= Sixth Avenue Line (Manhattan surface) =

Former bus route in Manhattan, New York

The Sixth Avenue Line was a public transit line in Manhattan, New York City, running mostly along Sixth Avenue from Lower Manhattan to Central Park. Originally a streetcar line and later a bus route, it has been absorbed into the M5 bus route, which replaced the Broadway Line, as its northbound direction.

==Route description==
The Sixth Avenue Line begins at the South Ferry, and runs north along State Street and then west on Battery Place. It then turns right onto Greenwich Street. Greenwich Street changes names to Trinity Place, and then Church Street. It then bears left onto Sixth Avenue, also known as Avenue of the Americas. It follows Sixth Avenue until its end at Central Park South (West 59th Street).

The Fifth and Sixth Avenues Line (M5/M55) follows the same route as the former Sixth Avenue Line.

==History==

The Sixth Avenue Railroad opened the line from Chambers Street and West Broadway north along West Broadway, Canal Street, Varick Street, Carmine Street, and Sixth Avenue to 43rd Street (soon 44th Street) on August 11, 1852; the Eighth Avenue Railroad began using the trackage along and south of Canal Street on August 30. In 1853, it was extended south along West Broadway to the new depot at Barclay Street, and a branch was added on Canal Street east to Broadway. On October 7, 1853, trackage was added on Church Street, Chambers Street, and Barclay Street to form a loop. The grant given to the Sixth and Eighth Avenue Railroads specified that they would run to Broadway and Vesey Street; this extension, in Church and Vesey Streets, was opened by 1865.

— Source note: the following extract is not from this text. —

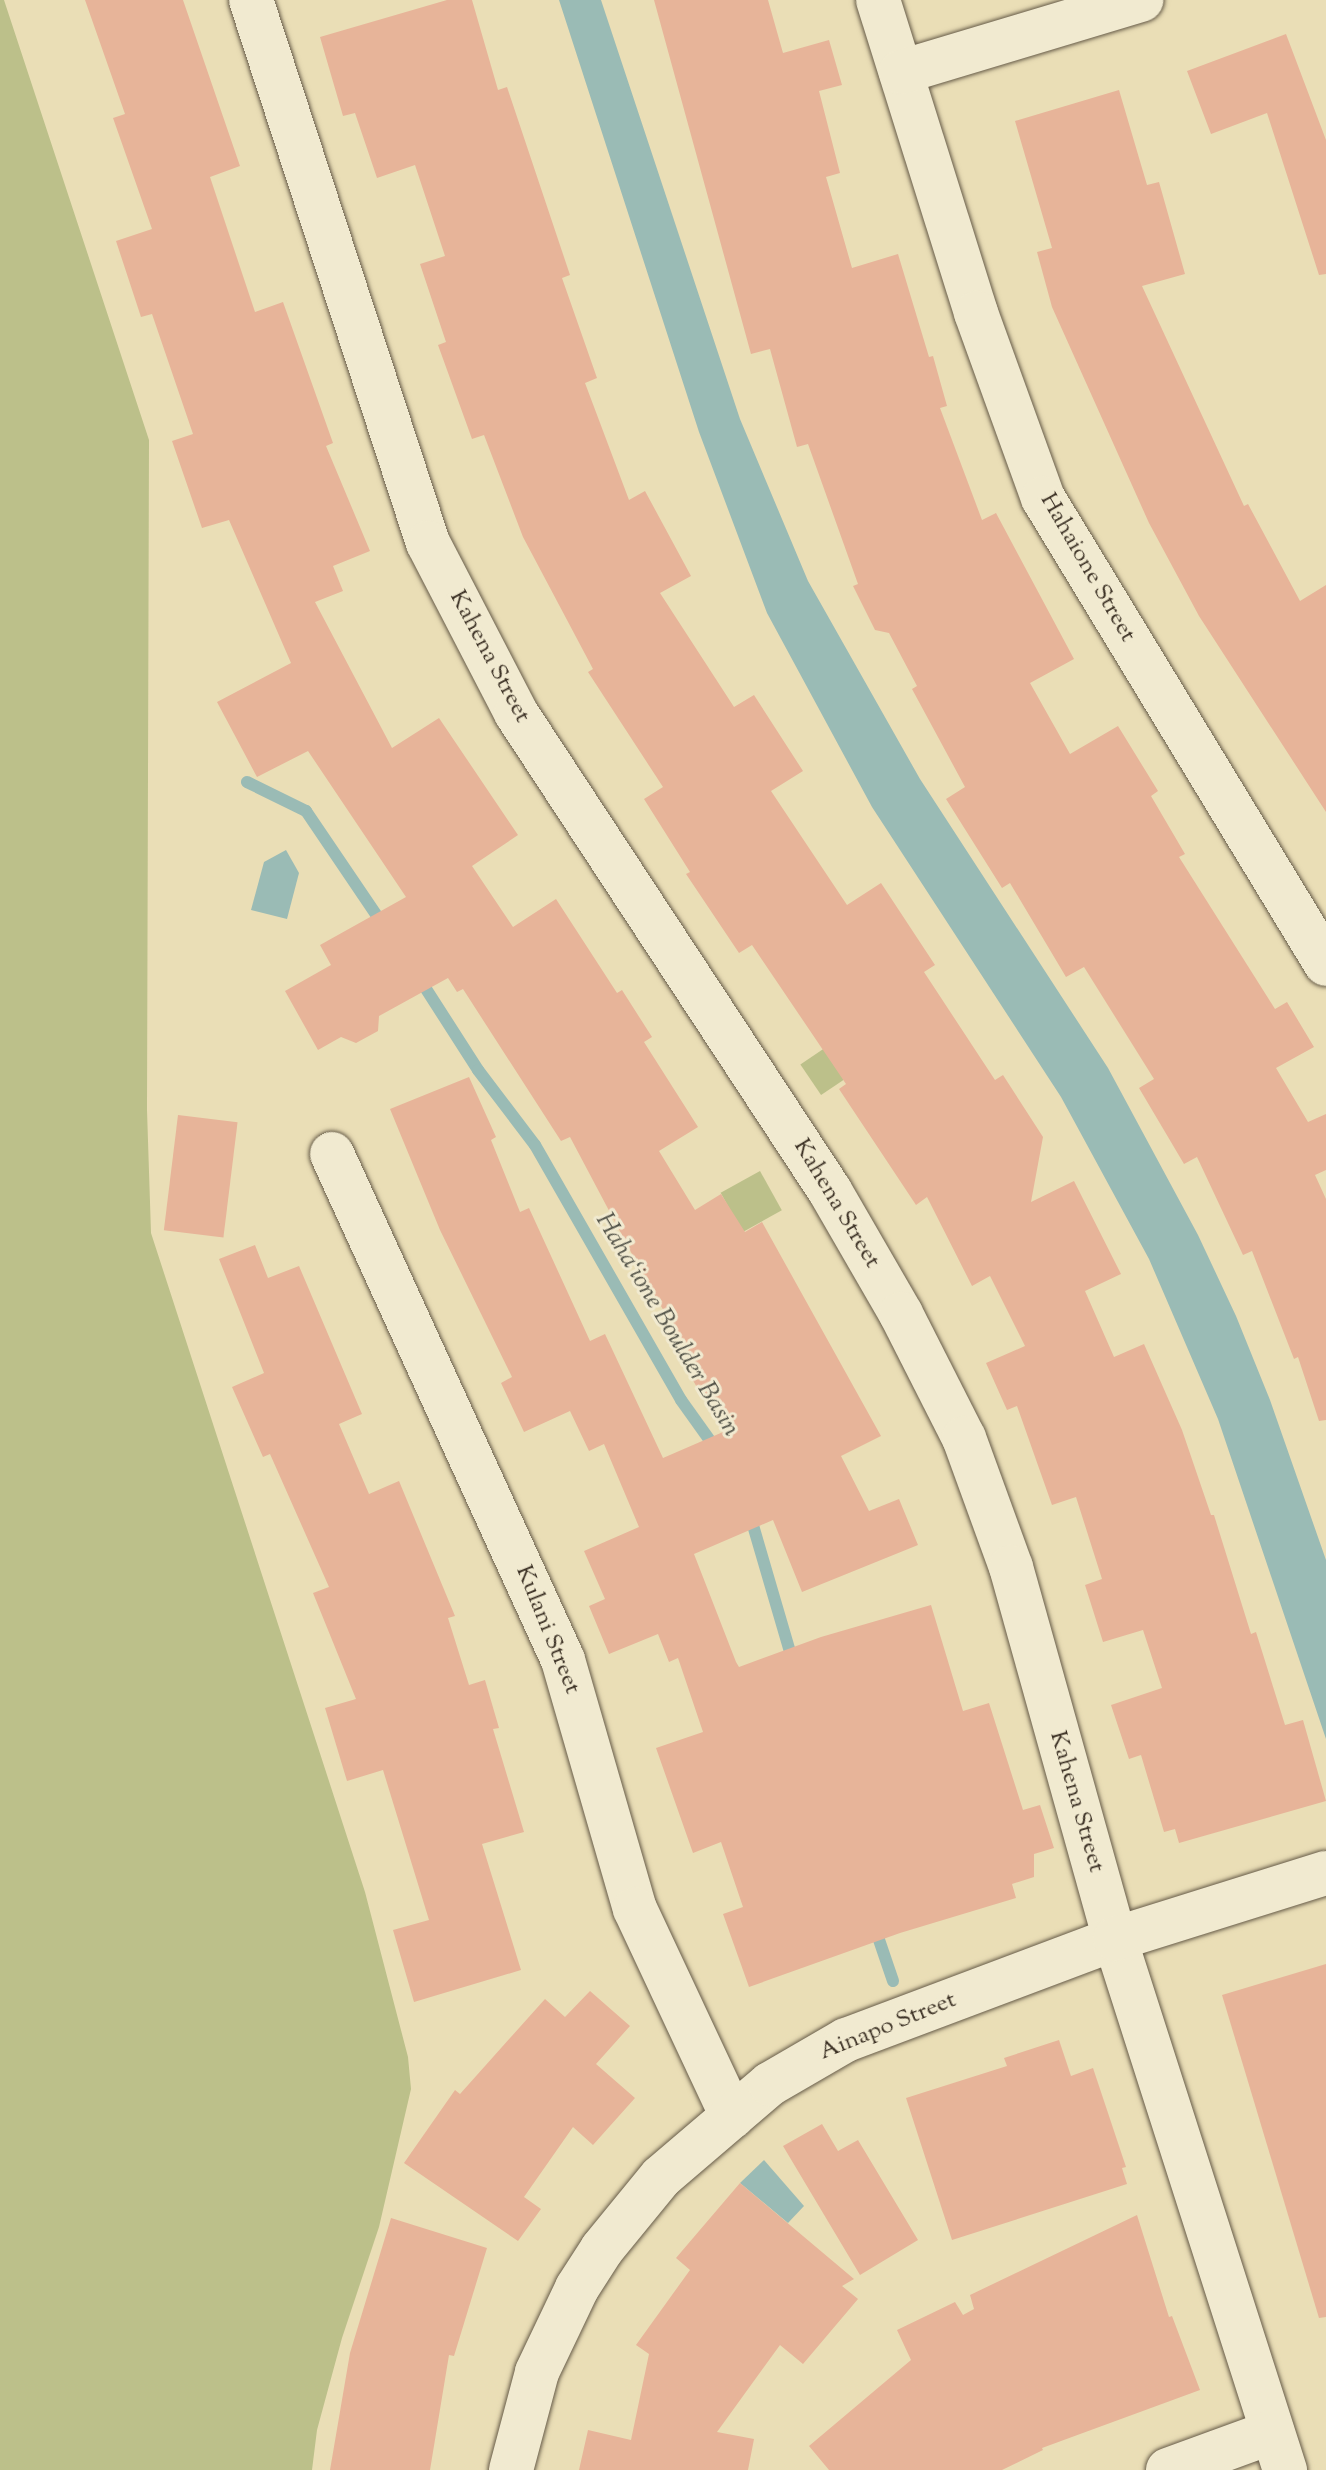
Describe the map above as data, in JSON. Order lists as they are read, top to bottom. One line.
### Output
{"streets":{"street":["Hahaione Street","Kahena Street","Kulani Street","Ainapo Street"]},"crossings":[["Kahena Street","Ainapo Street"],["Kulani Street","Ainapo Street"]],"water":["Haha‘ione Boulder Basin"]}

Extensions to the north opened to 49th Street in March 1856 and to 59th Street by 1865. Cars were later extended west on 59th Street and north on Columbus Avenue, Broadway, and Amsterdam Avenue into Upper Manhattan, and a branch (the Sixth Avenue Ferry Line) was added via the Metropolitan Crosstown Line, along Watts Street and West Street to the Desbrosses Street Ferry.

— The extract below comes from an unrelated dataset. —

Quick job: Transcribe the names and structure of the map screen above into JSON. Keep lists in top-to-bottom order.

By 1935, the last full year of operation, the Sixth Avenue line, now run by the New York Railways Company, ran from 4th Street to 59th Street. The fare, as for all street car lines at the time, was 5 cents, with transfers costing an additional 2 cents.

Buses were substituted for streetcars by the New York City Omnibus Corporation (which numbered it 5) on March 3, 1936. When Sixth Avenue between 34th and 59th Streets, Broadway between 34th Street and Columbus Circle, and Seventh Avenue between Times Square and 59th Street became one-way streets on March 10, 1957, the 5's southbound route from 59th to 34th Street was rerouted to Seventh Avenue and then Broadway before rejoining Sixth Avenue. After another set of one-way conversions on June 3, 1962, the southbound 5 in lower Manhattan was rerouted to West Broadway between Lispenard and Vesey Streets. After the rest of Sixth Avenue below 34th Street, and Broadway between 34th and 23rd Streets and between 14th and Canal Streets, were converted to one-way streets on November 10, 1963, the 5 was discontinued and absorbed into the NYCO's bus 6 (which replaced the Broadway Line), which was rerouted largely over the former Sixth Avenue Line northbound.